They stared stupidly and did not move. Stawski cut the steam in fast. The steam came pushing a plug of hot water ahead of it and the hose jumped like a snake and almost got away from Burgoyne. Scalding water sprayed out with a spluttering roar over the coolies and they pulled back with wild yells of fear and pain. Then steam came in a roaring, billowing cloud that hid the scrambling coolies.
“Maskee. Throttle off, Frenchy,” Lynch said.
Someone laughed on the boat deck. Bordelles ran up the ladder and snapped, “Silence during drills!” The steam cleared off and the last of the scalded coolies were still running up to the bank. The coolies up there were laughing and pointing fingers. They thought it was a good joke on the scalded coolies. The steam hose humped across the pulled-in gangplank, leaking badly even after being drained. It was made of interlocking brass strips wound in a spiral, with asbestos packing between the turns, and it was supposed to be self-tightening under pressure. But steam feathered all along it and it made the whole quarterdeck hot and wet and steamy.
When they secured, Lynch told Holman that he would be second in command of the waist party. He gave Holman a key to the arms locker, the same key Pitocki had carried for twelve years. Holman was going to have to co-sign all the Title B cards with Lynch, for the stuff in the locker. There was a lot of stuff, including a box of grenades and a dozen cutlasses. It was not good news to Holman.
“Chief, do you have quarters and battle drills like this every day on here?” he asked.
“All but weekends. Some days we skip the battle drills.”
Holman did not let his dismay show on his face.
It was not until after dinner that Holman could get into dungarees and into the engine room. He sniffed in the smell, and his heart beat faster. Seven or eight half-naked coolies were scrubbing and shining. One was Po-han, and Holman winked at him. He started at once to learn the plant. The main plant was the two boilers, the engine, the main condenser, the main circulating, air and feed pumps, and all the piping that served them. The auxiliary plant was the dynamos and the remaining pumps and heat exchangers and piping. The piping was hardest to learn, and almost all navy engineers figured they knew it when they knew all the key valve combinations for routine operating. On any ship the piping had hundreds of valves and fittings and it branched and snaked behind things and through bulkheads and in and out of the bilges until a man’s eyes became lost and dizzy trying to trace and remember. On an old ship there would always be hidden cross connections and plugs and blanks and drain valves, put in for some forgotten purpose by men long since dead or transferred, and no one would even know they were there. No one but Jake Holman. It was part of his secret to take all of the piping, clear and sharp in detail, inside his head.

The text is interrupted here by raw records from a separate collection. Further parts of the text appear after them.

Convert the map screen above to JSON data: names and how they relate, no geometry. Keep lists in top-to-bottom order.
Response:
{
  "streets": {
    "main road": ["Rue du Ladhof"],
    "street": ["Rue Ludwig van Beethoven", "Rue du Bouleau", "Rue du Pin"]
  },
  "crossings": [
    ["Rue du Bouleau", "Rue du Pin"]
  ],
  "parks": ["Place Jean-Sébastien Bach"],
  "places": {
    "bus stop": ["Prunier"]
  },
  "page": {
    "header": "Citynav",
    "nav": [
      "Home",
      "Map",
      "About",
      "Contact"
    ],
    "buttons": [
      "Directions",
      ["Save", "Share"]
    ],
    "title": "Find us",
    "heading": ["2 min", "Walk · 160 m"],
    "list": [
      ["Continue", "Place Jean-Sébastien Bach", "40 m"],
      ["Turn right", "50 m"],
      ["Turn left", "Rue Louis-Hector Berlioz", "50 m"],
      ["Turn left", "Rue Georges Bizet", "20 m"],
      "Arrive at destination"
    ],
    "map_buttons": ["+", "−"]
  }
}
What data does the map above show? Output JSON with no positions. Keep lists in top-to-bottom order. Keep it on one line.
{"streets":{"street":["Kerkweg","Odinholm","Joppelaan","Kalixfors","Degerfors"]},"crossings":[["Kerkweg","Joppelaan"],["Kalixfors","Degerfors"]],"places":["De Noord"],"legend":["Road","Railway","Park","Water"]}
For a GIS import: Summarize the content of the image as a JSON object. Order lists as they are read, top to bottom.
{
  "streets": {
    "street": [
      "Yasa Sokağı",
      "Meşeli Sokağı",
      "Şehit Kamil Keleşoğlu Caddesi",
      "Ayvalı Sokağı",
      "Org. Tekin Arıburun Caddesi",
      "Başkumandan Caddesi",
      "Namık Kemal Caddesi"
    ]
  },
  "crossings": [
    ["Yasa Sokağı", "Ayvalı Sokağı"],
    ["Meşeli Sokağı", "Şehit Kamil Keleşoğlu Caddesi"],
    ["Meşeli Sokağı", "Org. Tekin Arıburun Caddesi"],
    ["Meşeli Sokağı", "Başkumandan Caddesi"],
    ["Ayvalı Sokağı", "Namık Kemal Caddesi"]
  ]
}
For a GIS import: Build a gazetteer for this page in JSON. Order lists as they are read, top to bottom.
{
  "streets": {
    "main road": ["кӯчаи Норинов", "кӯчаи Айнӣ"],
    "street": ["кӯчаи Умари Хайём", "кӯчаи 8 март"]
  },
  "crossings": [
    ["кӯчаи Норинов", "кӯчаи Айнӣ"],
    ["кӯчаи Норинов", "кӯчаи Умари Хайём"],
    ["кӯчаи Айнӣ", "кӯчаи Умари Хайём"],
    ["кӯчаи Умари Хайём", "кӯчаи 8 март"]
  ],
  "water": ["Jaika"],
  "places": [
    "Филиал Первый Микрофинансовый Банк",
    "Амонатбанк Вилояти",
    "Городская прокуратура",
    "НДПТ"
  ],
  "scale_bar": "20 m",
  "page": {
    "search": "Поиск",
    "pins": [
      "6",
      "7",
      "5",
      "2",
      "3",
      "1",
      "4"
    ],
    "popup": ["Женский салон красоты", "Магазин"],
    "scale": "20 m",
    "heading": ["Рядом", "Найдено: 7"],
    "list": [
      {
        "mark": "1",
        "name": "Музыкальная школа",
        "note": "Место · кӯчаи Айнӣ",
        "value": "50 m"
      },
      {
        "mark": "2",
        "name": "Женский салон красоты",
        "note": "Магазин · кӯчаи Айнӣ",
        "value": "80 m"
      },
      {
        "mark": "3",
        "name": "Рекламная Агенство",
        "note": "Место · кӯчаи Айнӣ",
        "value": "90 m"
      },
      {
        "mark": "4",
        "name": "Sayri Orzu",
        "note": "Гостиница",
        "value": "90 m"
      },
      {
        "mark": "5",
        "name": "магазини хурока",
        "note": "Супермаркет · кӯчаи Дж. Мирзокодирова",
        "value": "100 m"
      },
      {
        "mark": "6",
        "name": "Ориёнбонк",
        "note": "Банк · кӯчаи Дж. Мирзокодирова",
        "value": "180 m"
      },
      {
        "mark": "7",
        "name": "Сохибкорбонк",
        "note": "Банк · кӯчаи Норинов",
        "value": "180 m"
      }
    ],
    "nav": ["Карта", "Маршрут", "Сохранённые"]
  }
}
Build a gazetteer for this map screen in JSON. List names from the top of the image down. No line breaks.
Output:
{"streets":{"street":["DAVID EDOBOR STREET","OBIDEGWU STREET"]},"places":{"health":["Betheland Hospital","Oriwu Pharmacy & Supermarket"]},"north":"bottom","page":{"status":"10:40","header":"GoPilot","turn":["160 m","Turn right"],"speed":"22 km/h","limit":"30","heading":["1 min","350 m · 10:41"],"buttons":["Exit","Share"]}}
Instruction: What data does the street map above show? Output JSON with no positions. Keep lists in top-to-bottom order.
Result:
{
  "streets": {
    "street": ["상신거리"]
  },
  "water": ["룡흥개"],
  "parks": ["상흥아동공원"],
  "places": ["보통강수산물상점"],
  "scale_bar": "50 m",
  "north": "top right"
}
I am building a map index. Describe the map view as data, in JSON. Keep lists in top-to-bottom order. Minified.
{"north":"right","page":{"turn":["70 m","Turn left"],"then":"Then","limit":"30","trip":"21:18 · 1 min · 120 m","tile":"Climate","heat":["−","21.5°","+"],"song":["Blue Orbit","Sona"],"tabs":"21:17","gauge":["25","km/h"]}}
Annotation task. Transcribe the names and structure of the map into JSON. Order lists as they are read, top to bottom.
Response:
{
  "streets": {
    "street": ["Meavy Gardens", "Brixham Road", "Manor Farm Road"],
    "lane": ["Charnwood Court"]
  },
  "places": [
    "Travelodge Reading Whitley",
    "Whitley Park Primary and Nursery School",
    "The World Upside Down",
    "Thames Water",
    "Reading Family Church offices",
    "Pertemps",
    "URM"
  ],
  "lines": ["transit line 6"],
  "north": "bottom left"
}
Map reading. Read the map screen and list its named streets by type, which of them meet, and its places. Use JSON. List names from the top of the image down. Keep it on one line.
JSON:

He started with the steam at the boiler shells and traced it through every branching to every outlet and memorized the position of every valve. Then he went to the log desk and sketched the system from memory and checked his sketch against the actual piping, and he had it, all right. He took up the exhaust system. The tracing took him all around the engine room and he could feel the coolies watching him and not liking it and the boss coolie liking it least of all. The boss coolie wore a black jacket with cloth buttons to show that he did not work. He was old, with a bony, cruel face and a few long hairs on his chin. Holman knew that feeling from his other ships, although it was strange to feel it from Chinese. There was always a clique of old hands in an engine room, and they always wanted a new man to learn from them as much as they wanted him to know and wait his time for admission to the clique. It always disturbed them to see Jake Holman learning by himself. They were afraid he would learn too much and have power over them, and they were right. It was rough on them. They couldn’t try to learn more themselves, because they had spent too many years pretending they already knew it all. They couldn’t openly stop Holman from learning, because learning the plant was supposed to be good. So they always tried by the weight of their silent disapproval to force Jake Holman to stay as fumbling and ignorant as they were, and nothing in the world could spur Jake Holman on more than that silent disapproval. The machinery was always on Jake Holman’s side, because machinery was never taken in by pretense and ignorance.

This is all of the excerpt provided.